There are seven different types of sheet waves that can be used for flowriding however the two main wave structures which are recognized at a competitive level are the FlowRider Single and Double and the FlowBarrel.

The technology made by FlowRider, Inc. grants the ability to simulate different forms of ocean waves. This company is the only one that produced a device that is currently available in the market. At first, the devices were able to provide the simulation of breaking waves. A breaking wave is a wave whose amplitude reached a point where the wave energy is transformed into powerful kinetic energy.

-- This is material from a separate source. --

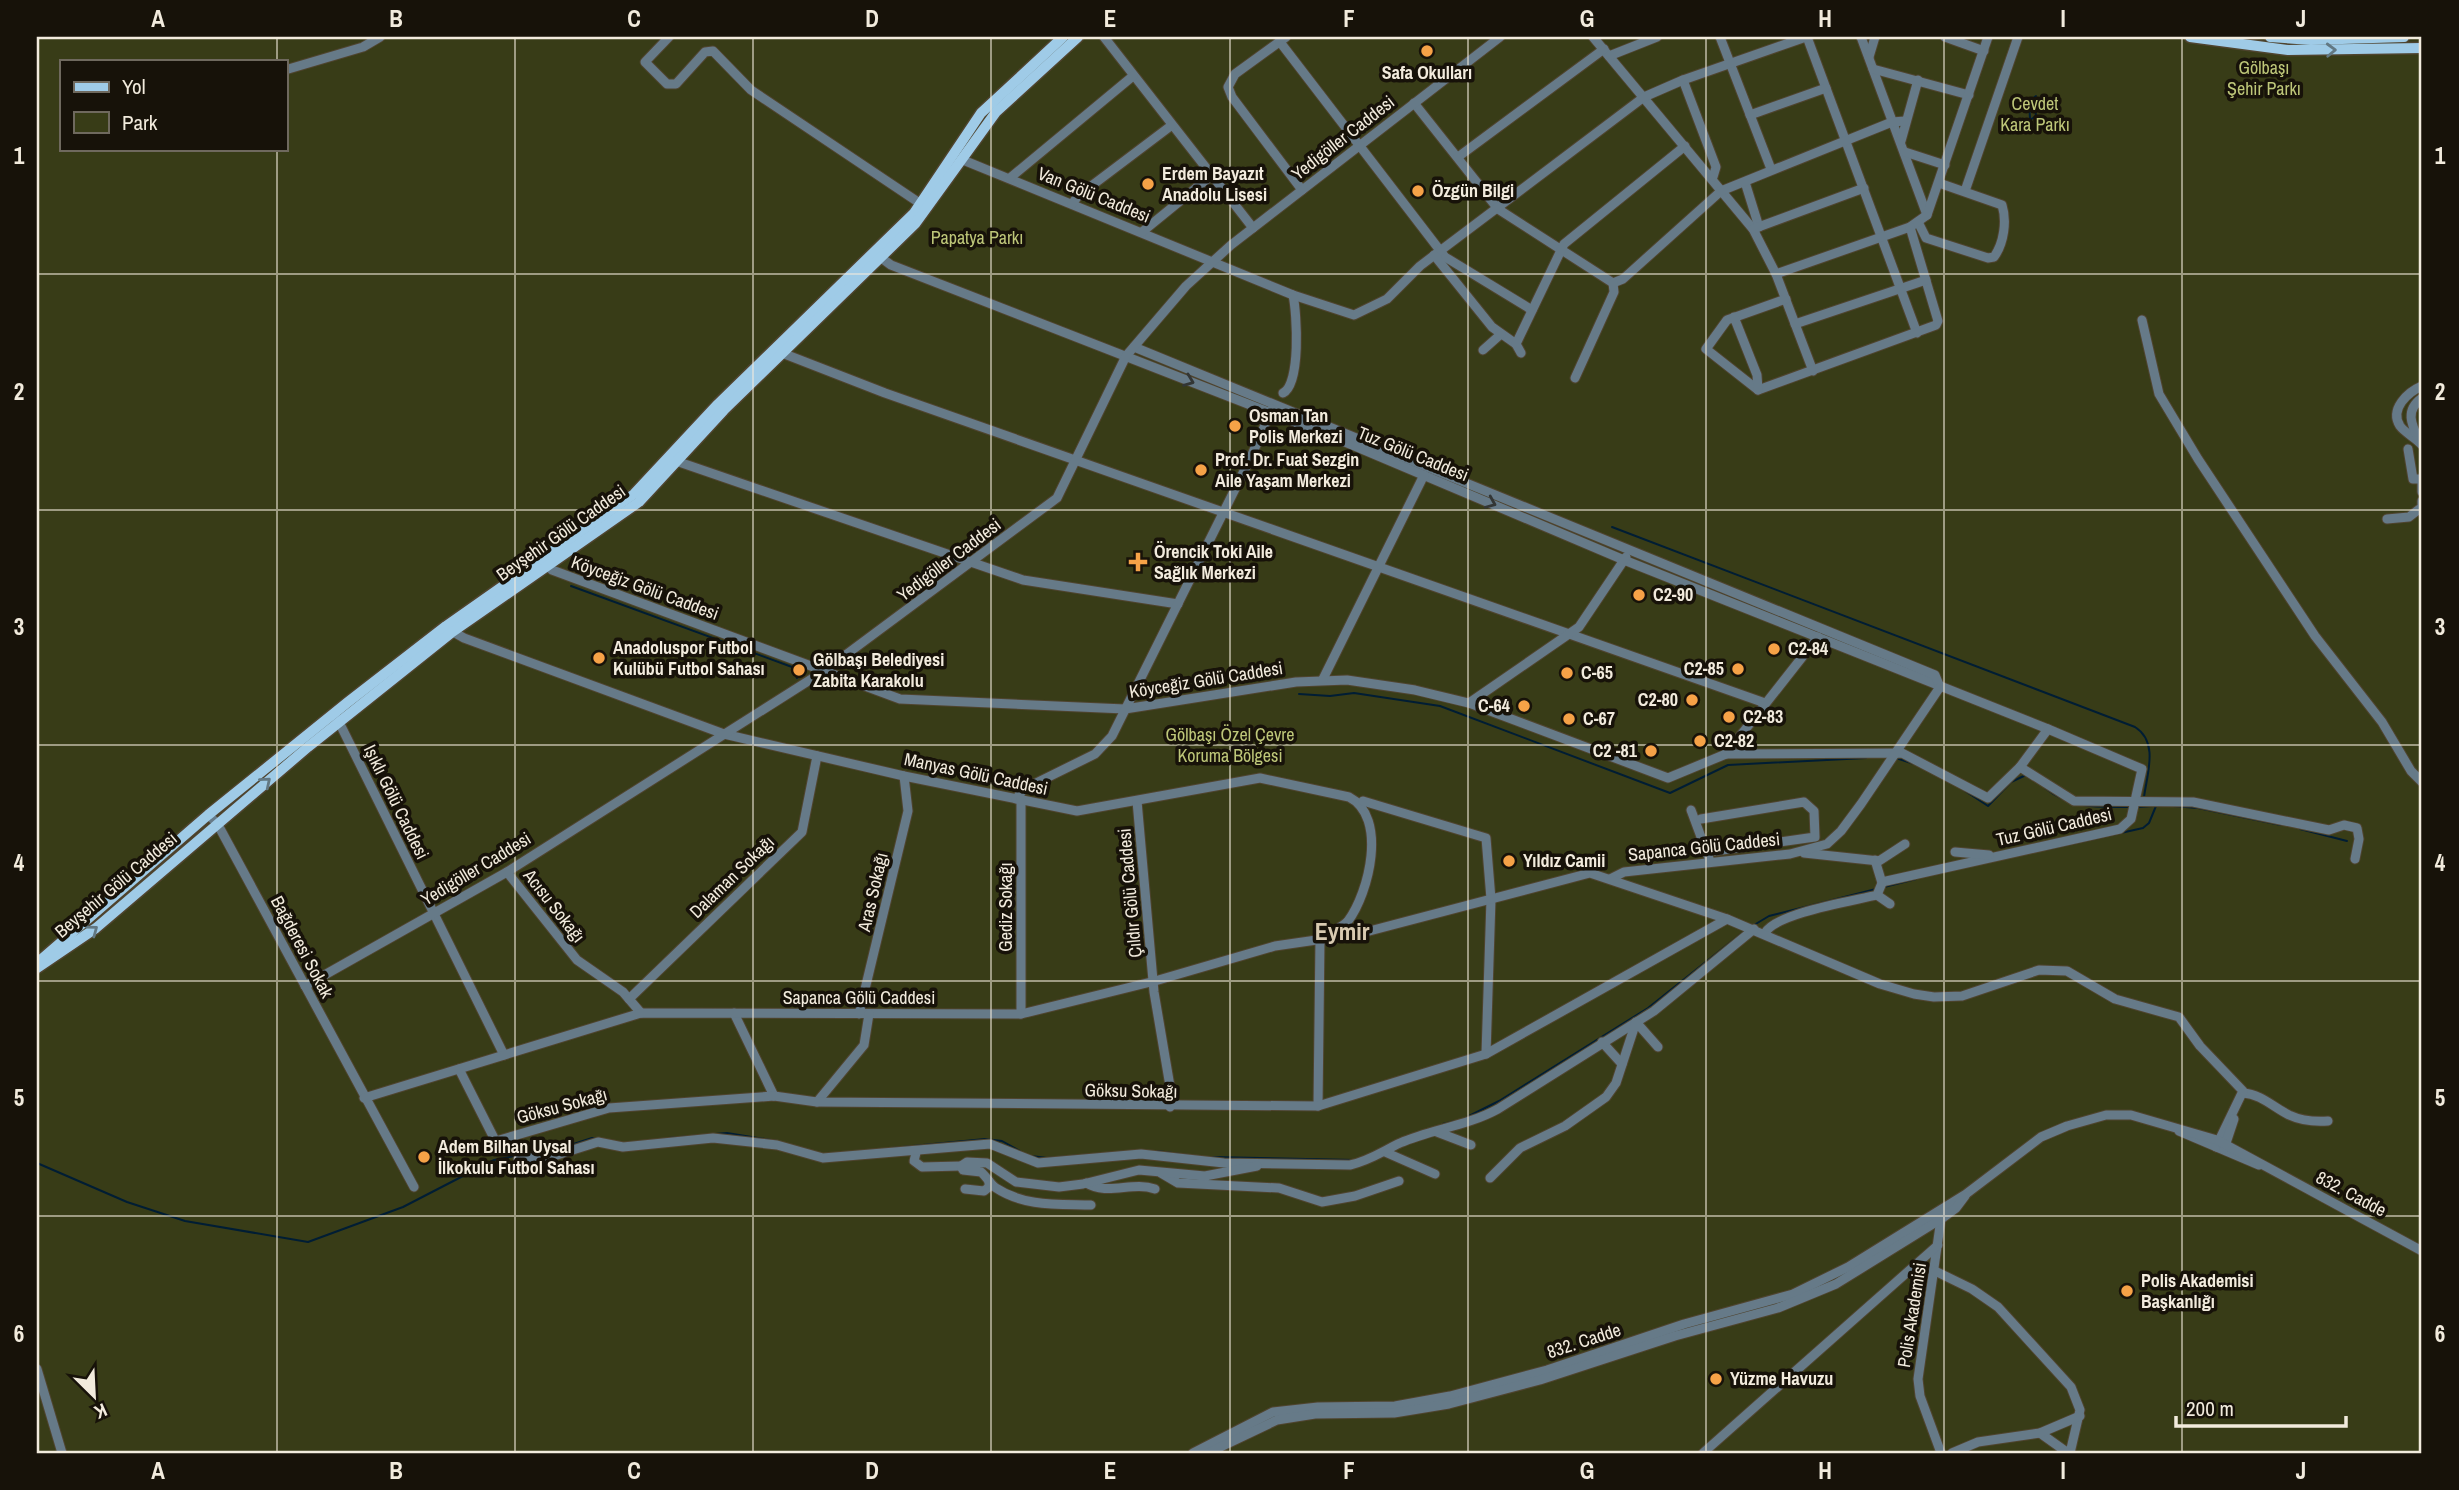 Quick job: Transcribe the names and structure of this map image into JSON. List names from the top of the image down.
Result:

The breaking wave simulation attracts bodyboarders and surfers. Generally, the surfers move in a downward direction as the wave moves forward or they can move relative to the wave and execute certain movements. Flowriders get their speed from the energy of the water flowing at them and can perform basic to sophisticated turns and tricks within a relatively small area. The curved surface of the FlowRider machine matches the actual curvature of a wave, and the curvature changes throughout the surface in order to provide a more realistic wave. The water is then pumped from the bottom up along the curved surface. These pumps project a layer of water at speeds ranging from 32 to 48 km/h. The biggest difference between the machine and an actual ocean wave, is that the flow rate of the water being pushed along the surface of the FlowRider is much larger than an actual wave. Finally, a vacuum helps keep the riders from skipping dangerously along the surface of the water.

== Board Design ==
The sport has two different types of boards that a rider can choose to ride on. These are the flowboard and the bodyboard.

===Flowboard===
The flowboard is also known as the 'stand-up board' in flowriding. Boards differ in shape, materials, lengths and the angle at which the board curves. Generally, they take a similar appearance to that of a wakeboard and can be further categorized into strapped and strapless boards. Boards with foot straps are generally used only on the FlowBarrel, but strapless boards are used on both the FlowRider and FlowBarrel. Flowboards range in length from 90 to 110 cm, and in width from 28 to 35 cm. They weigh between 1.4 to 2.8 kg.

===Bodyboard===
Bodyboarders ride standard bodyboards in the prone, kneeling, or drop-knee position. Each position forms the basis for its own set of tricks. In most competitions, bodyboarders are required to do tricks in both prone and kneeling positions.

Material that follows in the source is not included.